You need to call scaling before anything gets drawn on the screen.

What's Missing?

Biggest feature missing is the ability to rotate Canvas items. Particularly useful for text.



GenomeCanvas

GenomeCanvas is a set of modules for drawing an overview of a genomic region.

Dotted arrows show inheritance, solid arrows references.

CanvasWindow::MainWindow

    my $mw = CanvasWindow::MainWindow->new;

CanvasWindow::MainWindow, inherits from MainWindow.

Sets default background colour, X resources, key bindings and scaling.

GenomeCanvas

    my $gc = GenomeCanvas->new($mw);
    my $canvas = $gc->canvas;

GenomeCanvas is the container object for the other modules in the system.

The new method packs a scrolled Canvas into the Toplevel widget given as the argument, which is then returned by the canvas method.

It is a container for a number of GenomeCanvas::Band objects, which are used to draw rows on the Canvas.

    $gc->add_Band($band);

Objects are drawn on the Canvas by calling the render method.

    $gc->render;

GenomeCanvas::Band

There is a different GenomeCanvas::Band module for each type of row on the diagram (eg: GenomeCanvas::DensityBand::RepeatFeature), which all inherit from the GenomeCanvas::Band base class.

Each Band module implements a render method, which creates the items on the Canvas.
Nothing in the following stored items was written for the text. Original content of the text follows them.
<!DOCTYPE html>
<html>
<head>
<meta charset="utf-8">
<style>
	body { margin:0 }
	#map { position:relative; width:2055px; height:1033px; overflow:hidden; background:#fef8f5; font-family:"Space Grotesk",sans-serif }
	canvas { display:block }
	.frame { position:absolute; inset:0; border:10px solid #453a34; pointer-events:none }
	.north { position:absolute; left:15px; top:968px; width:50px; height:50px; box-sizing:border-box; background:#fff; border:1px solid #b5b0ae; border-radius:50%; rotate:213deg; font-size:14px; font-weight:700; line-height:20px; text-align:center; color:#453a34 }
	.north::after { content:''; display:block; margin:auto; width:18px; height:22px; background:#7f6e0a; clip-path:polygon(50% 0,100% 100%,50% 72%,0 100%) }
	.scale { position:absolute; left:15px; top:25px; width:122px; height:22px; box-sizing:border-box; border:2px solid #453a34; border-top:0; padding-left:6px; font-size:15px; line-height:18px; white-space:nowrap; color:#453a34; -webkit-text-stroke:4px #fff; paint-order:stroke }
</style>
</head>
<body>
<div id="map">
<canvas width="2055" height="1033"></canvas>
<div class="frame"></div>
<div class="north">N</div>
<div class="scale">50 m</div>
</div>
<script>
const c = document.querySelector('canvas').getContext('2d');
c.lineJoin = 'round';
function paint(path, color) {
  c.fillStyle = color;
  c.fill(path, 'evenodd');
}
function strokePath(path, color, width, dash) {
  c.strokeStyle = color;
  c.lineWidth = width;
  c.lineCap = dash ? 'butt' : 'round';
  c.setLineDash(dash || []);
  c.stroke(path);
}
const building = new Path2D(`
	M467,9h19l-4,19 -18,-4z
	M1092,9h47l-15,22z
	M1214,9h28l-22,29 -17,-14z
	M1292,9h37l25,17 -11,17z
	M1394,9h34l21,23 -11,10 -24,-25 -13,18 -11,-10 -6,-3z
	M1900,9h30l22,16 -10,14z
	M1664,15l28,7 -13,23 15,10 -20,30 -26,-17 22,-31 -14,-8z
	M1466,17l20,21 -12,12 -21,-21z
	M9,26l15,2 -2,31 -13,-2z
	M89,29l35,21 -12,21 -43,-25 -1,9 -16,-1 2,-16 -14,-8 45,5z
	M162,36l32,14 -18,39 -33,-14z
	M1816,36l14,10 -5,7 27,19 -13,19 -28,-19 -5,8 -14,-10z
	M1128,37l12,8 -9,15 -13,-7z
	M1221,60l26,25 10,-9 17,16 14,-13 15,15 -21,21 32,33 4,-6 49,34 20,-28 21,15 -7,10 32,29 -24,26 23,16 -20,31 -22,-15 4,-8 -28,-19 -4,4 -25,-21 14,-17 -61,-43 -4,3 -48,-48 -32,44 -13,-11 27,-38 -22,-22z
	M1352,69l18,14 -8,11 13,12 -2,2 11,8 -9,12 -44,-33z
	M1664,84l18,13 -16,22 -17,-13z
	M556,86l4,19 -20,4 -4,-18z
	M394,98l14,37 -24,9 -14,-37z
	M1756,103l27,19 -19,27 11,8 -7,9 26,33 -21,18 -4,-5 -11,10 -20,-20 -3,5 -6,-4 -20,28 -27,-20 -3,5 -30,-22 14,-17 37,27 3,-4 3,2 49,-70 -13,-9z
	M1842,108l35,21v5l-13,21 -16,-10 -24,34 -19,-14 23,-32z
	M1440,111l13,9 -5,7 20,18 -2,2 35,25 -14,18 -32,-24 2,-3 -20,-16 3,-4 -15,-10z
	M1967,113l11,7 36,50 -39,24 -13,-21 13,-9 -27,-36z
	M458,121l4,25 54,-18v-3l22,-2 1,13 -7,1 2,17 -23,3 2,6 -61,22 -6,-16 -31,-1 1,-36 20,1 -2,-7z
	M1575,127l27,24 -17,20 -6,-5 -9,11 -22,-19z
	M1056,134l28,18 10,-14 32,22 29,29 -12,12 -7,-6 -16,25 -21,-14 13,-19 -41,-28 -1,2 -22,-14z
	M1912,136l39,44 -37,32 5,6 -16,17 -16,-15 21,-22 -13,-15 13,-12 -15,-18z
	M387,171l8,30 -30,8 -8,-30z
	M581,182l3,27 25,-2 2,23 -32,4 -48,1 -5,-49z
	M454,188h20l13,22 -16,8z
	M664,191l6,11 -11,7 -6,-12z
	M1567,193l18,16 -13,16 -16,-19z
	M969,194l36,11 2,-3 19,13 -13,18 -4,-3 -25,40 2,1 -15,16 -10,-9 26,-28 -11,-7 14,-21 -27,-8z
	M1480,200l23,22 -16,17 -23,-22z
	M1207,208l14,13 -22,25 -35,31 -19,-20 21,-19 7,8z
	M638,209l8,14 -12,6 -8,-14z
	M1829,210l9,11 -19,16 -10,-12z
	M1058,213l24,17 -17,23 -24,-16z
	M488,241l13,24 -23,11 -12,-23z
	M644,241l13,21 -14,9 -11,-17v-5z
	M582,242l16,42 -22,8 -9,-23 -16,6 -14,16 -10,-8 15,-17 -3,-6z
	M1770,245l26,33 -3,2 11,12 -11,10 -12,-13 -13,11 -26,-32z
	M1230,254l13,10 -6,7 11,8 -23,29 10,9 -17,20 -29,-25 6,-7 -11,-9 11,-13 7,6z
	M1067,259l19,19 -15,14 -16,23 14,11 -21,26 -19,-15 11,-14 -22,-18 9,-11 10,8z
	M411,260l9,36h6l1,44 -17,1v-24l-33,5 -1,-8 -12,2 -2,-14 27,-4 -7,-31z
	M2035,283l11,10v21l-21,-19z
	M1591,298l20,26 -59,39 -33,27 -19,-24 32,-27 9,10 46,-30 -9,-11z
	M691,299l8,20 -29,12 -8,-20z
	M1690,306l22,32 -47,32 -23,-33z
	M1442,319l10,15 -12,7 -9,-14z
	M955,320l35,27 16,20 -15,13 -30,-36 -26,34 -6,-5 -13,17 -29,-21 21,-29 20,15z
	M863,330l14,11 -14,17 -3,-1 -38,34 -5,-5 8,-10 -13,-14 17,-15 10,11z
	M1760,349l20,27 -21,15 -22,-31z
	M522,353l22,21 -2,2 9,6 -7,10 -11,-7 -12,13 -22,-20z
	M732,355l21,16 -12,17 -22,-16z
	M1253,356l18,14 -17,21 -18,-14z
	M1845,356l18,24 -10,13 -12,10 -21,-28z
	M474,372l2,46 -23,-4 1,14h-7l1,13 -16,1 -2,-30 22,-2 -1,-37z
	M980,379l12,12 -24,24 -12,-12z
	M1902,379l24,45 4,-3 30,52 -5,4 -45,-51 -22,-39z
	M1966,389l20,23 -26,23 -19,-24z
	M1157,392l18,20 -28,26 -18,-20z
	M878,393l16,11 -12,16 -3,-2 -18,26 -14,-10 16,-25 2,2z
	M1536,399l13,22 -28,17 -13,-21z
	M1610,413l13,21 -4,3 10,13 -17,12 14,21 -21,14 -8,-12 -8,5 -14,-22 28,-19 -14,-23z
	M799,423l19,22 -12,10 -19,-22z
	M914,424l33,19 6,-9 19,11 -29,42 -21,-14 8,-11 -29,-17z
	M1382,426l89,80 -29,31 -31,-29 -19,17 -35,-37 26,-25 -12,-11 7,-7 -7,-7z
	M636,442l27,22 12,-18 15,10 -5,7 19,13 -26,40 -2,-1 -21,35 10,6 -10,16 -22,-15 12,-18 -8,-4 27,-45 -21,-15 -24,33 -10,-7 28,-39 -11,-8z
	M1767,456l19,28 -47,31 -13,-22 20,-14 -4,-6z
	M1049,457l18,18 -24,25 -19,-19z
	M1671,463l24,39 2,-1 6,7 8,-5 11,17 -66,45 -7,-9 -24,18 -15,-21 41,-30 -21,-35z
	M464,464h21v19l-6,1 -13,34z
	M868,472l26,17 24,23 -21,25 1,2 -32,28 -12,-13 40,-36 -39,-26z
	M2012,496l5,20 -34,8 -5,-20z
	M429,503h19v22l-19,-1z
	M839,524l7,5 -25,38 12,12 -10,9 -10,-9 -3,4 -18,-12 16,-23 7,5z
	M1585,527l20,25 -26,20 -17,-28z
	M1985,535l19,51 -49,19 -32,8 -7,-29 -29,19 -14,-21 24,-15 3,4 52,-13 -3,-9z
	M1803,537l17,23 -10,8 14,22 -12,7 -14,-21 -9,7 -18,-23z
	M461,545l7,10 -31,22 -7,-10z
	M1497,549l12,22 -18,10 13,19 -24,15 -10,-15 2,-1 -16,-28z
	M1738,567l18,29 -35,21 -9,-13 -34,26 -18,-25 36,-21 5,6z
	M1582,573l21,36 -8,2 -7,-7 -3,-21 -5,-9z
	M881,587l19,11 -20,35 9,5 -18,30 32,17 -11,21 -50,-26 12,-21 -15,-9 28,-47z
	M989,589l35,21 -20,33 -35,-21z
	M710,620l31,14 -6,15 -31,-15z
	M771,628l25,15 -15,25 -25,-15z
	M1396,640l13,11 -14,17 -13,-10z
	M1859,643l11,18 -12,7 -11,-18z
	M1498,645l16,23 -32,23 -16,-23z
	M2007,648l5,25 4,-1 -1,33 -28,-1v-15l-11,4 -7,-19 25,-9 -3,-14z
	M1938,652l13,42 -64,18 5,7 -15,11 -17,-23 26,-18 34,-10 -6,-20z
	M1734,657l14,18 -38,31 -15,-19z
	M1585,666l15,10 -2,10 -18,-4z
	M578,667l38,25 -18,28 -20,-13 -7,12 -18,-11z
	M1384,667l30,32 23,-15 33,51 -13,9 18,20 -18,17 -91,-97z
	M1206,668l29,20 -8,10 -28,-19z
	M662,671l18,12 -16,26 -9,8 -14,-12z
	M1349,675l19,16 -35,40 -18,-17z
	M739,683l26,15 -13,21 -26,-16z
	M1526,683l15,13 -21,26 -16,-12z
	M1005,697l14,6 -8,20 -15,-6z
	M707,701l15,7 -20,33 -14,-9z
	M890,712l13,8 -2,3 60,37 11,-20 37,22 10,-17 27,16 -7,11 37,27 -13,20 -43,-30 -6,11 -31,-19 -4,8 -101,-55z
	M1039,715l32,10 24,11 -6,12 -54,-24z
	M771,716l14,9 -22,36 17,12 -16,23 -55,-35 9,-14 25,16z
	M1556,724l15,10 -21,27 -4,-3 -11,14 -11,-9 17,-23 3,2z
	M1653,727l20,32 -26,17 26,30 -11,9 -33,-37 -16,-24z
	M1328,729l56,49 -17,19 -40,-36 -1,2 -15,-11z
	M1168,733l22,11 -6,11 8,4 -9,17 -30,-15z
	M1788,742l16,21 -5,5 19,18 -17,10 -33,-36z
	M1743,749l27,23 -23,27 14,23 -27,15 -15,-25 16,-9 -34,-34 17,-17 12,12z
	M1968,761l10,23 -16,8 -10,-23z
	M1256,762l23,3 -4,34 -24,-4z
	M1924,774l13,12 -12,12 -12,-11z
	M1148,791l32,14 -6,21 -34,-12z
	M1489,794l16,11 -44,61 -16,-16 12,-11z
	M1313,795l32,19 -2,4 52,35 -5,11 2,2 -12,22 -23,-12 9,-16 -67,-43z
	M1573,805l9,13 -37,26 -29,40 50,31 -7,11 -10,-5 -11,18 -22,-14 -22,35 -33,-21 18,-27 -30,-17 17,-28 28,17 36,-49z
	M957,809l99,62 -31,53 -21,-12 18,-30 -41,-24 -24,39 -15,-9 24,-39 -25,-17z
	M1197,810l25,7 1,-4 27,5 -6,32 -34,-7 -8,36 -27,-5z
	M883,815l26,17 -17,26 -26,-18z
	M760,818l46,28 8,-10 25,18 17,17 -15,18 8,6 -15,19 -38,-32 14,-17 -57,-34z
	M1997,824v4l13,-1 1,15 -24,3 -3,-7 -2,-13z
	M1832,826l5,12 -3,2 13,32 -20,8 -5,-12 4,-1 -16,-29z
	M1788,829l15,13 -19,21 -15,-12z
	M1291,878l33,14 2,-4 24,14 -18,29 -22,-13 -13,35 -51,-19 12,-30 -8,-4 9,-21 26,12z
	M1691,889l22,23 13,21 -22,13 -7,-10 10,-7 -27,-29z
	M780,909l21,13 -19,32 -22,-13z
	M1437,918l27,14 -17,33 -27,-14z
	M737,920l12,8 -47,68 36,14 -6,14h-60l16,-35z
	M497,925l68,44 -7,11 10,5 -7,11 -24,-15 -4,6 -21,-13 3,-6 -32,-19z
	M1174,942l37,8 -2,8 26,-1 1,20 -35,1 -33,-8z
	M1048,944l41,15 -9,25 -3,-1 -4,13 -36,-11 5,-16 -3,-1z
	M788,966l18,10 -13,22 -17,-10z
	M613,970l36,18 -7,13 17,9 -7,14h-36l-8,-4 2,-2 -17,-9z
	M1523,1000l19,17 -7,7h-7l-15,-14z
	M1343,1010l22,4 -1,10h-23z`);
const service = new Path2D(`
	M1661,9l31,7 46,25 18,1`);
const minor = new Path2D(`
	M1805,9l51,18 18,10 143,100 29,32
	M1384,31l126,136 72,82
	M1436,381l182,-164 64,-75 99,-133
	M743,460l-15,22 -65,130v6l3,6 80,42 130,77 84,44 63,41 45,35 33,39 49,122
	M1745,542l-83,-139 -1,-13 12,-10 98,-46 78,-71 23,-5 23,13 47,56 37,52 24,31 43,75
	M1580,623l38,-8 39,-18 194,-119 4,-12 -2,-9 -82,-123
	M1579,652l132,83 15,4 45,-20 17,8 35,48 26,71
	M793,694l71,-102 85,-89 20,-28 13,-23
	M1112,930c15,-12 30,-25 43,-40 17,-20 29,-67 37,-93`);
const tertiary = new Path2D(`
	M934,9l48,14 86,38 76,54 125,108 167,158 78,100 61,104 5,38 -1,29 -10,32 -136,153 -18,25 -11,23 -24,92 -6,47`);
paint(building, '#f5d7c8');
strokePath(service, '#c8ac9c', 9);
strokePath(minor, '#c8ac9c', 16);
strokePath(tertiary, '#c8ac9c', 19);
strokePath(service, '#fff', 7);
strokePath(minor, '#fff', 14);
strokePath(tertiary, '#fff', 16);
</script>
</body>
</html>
This is called by the containing GenomeCanvas object on each band in turn.

The GenomeCanvas object also gives each Band a tag, which the Band attaches to everything it draws.

After calling the render on a band, the GenomeCanvas finds the bounding box of the items the band has drawn, and calculates the y-axis offset for the next band.

Bio::EnsEMBL::Virtual::Contig

Each band typically holds a reference to an EnsEMBL VirtualContig object.

This is a convenient data structure, which presents sequence features in arbitrary genomic coordinates via a number of methods.

    my @repeats = $vc->get_all_RepeatFeatures;

GenomeCanvas::State

Both GenomeCanvas and GenomeCanvas::Band objects inherit from GenomeCanvas::State.

State is used to hold information common to the whole GenomeCanvas, such as the current y-axis offset, and a reference to the Canvas object.

The State is actually held in a single anonymous hash, which everything in a GenomeCanvas has a reference to. Because everything inherits from the GenomeCanvas::State class, the same methods can be called on each object:

    # GenomeCanvas sets the y-axis offset
    $gc->y_offset(203);
  ...
    # Which is retrieved by the Band object
    my $y_offset = $band->y_offset;


EnsEMBL

GenomeCanvas can be pointed at any EnsEMBL database.

The code will be released as an EnsEMBL CVS module, probably ensembl-tk.